● **What the exercise asks**: Where a line below holds the string "this", that line goes into the answer.
*** The input
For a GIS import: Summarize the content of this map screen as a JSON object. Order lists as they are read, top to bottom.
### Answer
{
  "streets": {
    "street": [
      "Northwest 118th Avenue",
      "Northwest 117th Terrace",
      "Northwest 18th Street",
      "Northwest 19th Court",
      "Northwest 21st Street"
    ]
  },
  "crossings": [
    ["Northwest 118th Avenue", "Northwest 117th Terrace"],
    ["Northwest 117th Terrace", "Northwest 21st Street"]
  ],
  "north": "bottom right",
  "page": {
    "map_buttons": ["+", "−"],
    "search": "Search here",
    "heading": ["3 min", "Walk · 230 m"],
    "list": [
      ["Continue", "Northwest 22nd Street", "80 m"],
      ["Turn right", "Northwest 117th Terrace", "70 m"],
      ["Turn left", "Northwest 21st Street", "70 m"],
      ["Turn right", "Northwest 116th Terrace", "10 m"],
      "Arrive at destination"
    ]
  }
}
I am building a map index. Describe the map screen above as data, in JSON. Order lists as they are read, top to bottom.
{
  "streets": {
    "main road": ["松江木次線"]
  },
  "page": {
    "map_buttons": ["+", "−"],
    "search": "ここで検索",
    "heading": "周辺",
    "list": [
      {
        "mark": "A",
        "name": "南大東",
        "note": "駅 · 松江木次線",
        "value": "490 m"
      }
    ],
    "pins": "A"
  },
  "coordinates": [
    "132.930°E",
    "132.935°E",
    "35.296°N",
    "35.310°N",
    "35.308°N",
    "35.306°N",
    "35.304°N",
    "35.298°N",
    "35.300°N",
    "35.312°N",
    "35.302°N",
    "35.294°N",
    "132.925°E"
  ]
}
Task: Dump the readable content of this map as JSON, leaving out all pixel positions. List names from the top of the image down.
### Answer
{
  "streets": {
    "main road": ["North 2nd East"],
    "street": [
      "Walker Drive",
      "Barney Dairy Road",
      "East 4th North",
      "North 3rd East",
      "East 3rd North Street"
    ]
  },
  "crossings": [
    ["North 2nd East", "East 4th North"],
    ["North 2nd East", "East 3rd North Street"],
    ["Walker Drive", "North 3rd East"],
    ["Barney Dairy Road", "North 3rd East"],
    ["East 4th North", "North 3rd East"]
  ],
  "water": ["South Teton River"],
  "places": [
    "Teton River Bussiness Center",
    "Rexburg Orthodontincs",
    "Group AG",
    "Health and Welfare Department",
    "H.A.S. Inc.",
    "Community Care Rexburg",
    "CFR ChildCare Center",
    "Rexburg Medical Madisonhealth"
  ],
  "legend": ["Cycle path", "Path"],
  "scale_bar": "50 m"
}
******
● **Completed task**:
For a GIS import: Summarize the content of this map screen as a JSON object. Order lists as they are read, top to bottom.
Task: Dump the readable content of this map as JSON, leaving out all pixel positions. List names from the top of the image down.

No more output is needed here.